1982 Anayasası'na göre, bazı özel durumlarda askıya alınma hali hariç, herkes haberleşmenin gizliliği esasına bağlı bir şekilde haberleşme özgürlüğüne sahiptir. Bu açıdan haberleşme hakkına saygı göstermesi zorunluluğu çeşitli düzenlemelerle koruma altına alınmıştır.

Belli bazı suçlar bakımından yapılan soruşturma ve kovuşturmalarda, suç işlendiğine ilişkin kuvvetli şüphe sebeplerinin varlığı ve başka suretle delil elde edilmesi imkanının bulunmaması durumunda, hakim veya gecikmesinde sakınca bulunan hallerde Cumhuriyet savcısının kararıyla şüpheli veya sanığın telekomünikasyon yoluyla iletişimi tespit edilebilir, dinlenebilir, kayda alınabilir ve sinyal bilgileri değerlendirilebilir. Cumhuriyet savcısı tarafından karar veriliyorsa bu karar derhal hakimin onayına sunulur ve hakim, kararını en geç yirmidört saat içinde verir. Belirlenen esas ve usuller dışında hiç kimse, bir başkasının telekomünikasyon yoluyla iletişimini dinleyemez ve kayda alamaz. Bu çerçevede delil elde edilirse bu delil hukuka aykırı delil hükmünde sayılır. Ayrıca kişiler arasındaki konuşmaları, taraflardan herhangi birinin rızası olmaksızın dinleyen veya bunları bir ses alma cihazı ile kaydeden kişi, iki yıldan beş yıla kadar hapis cezası ile cezalandırılır.

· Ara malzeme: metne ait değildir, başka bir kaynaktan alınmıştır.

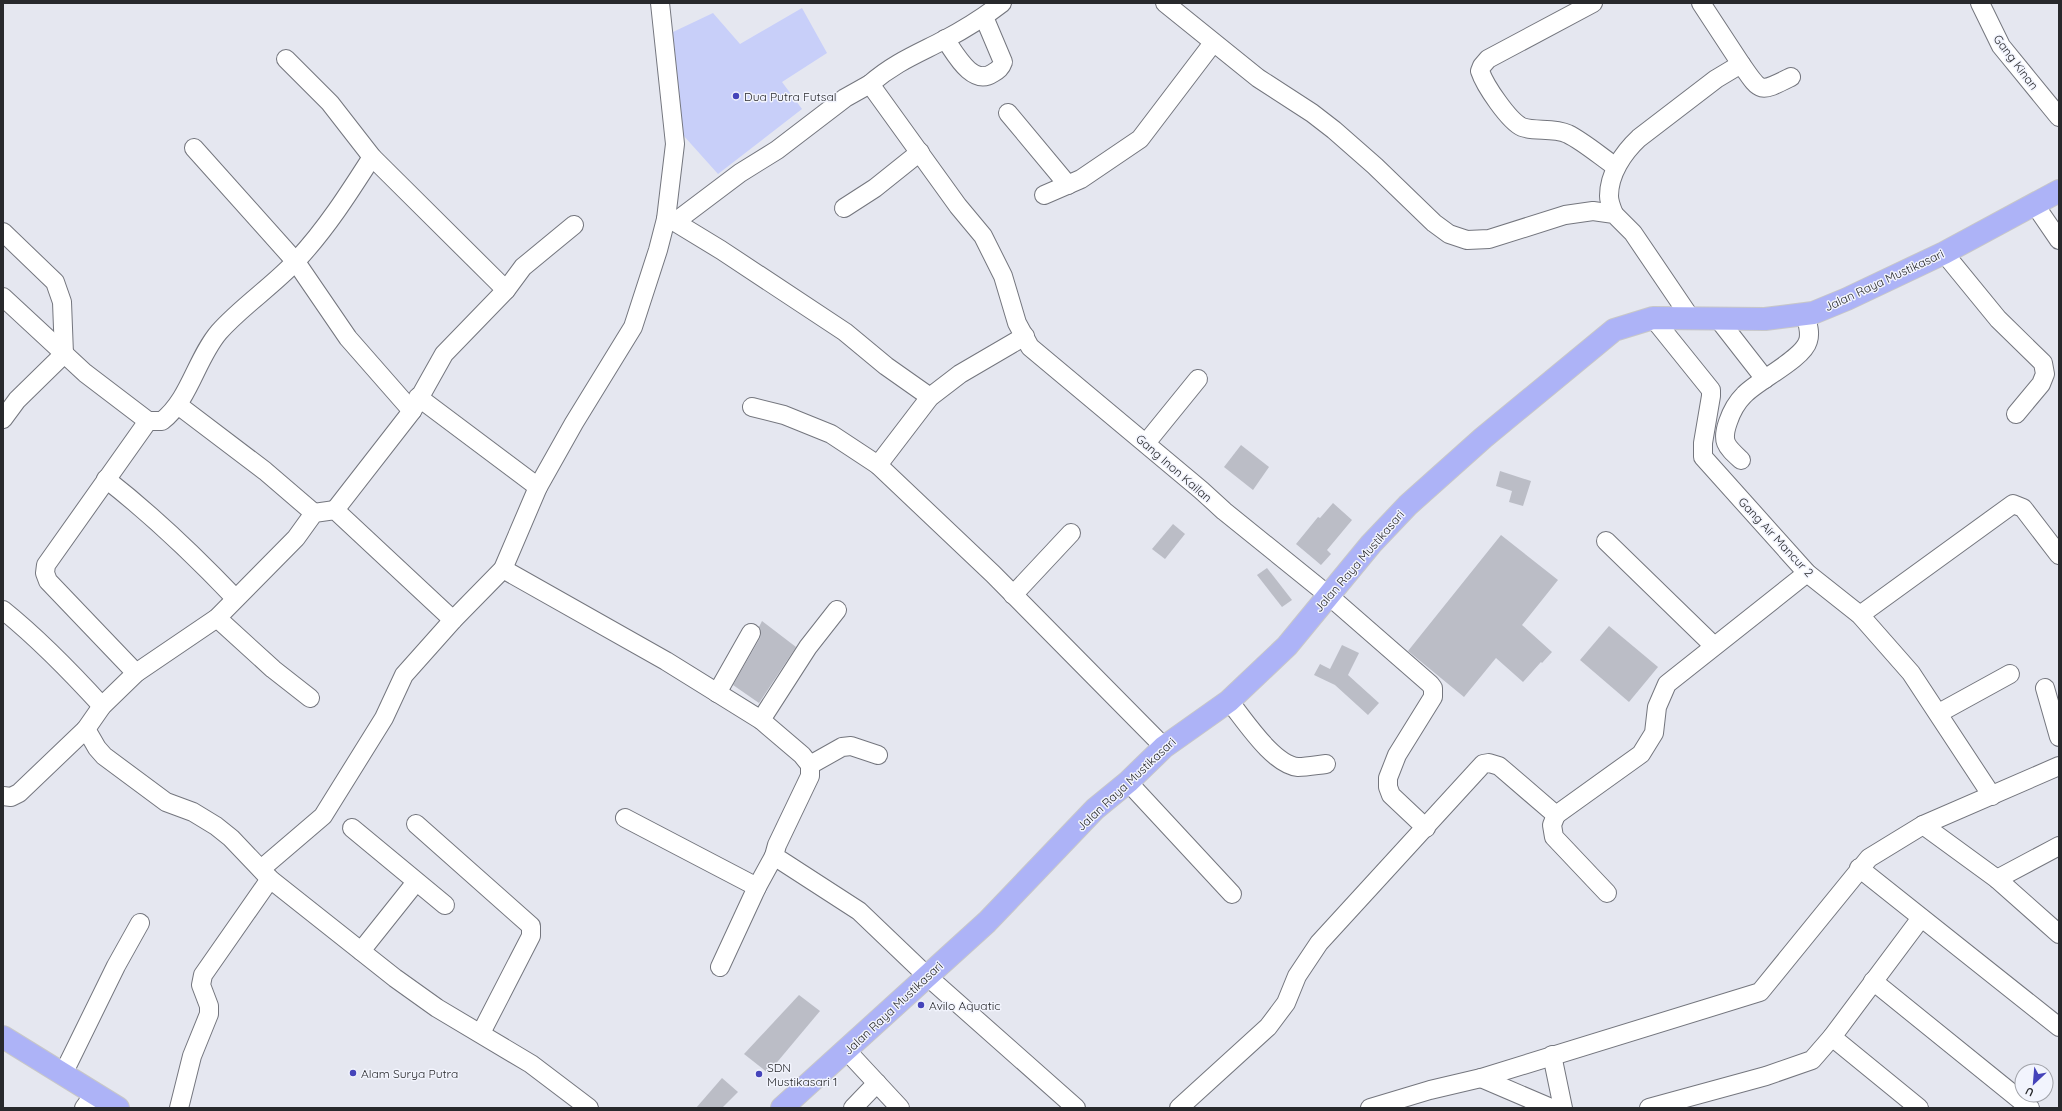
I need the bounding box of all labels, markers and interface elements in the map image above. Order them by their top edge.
street label: Gang Kinan [1990,31,2042,93]
place label: Dua Putra Futsal [744,89,837,104]
marker: Dua Putra Futsal [731,91,741,101]
street label: Jalan Raya Mustikasari [1822,246,1946,314]
street label: Gang Inon Kailan [1133,431,1215,505]
street label: Gang Air Mancur 2 [1735,494,1817,580]
street label: Jalan Raya Mustikasari [1311,507,1407,615]
street label: Jalan Raya Mustikasari [1073,734,1179,834]
street label: Jalan Raya Mustikasari [840,958,946,1058]
place label: Avilo Aquatic [929,998,1001,1013]
marker: Avilo Aquatic [916,1000,926,1010]
place label: SDN Mustikasari 1 [767,1060,838,1089]
north arrow [2014,1063,2054,1103]
place label: Alam Surya Putra [361,1066,458,1081]
marker: Alam Surya Putra [348,1068,358,1078]
marker: SDN Mustikasari 1 [754,1069,764,1079]
text: U [2023,1084,2036,1100]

Ancak Yüksek Yargıtay'ın da istikrar kazanmış yaklaşımına göre kişinin, bir daha kanıt elde etme olanağının bulunmadığı ve yetkili makamlara başvurma imkanının olmadığı ani gelişen durumlarda, örneğin, kendisine karşı işlenmekte olan (cinsel saldırı, hakaret, tehdit, yağma, rüşvet, iftira veya şantaj gibi) bir suç söz konusu olduğunda ya da kendisine veya aile birliğine yönelen, onurunu zedeleyen hallerde; haksız bir saldırıyı önlemek ve o an için mevcut durumu sabit hale getirmek adına, bir daha elde edememe veya kaybolma olasılığı bulunan kanıtların tespiti ve kaybolmasını engelleyip, yetkili makamlara sunmak amacıyla, saldırıyı gerçekleştiren tarafın bilgisi ve rızası dışında, konuşma ve haberleşme içeriklerini veya özel hayata ilişkin ses ve görüntülerini dinlemek ya da kaydetmek hukuka uygundur. Bu açıdan kişiler adli ve idari soruşturmaya konu olan iddiasını ispatlamak gayesiyle bu tür bir eylemde bulunuyor ise, hukuka aykırı hareket ettiği bilinciyle tasarrufta bulunmadığı düşünülmeli ve bu delile yasak delil muamelesi yapılmamalıdır. Buna karşılık dinleme ve kayıt ile ilgili bir hazırlık içerisine girilmesi halinde yani tesadüfen değil organize şekilde, delil yaratma düşüncesi içinde hareket edildiğinde elde edilen delilin hukuken kullanılması olanağı ortadan kalkacaktır.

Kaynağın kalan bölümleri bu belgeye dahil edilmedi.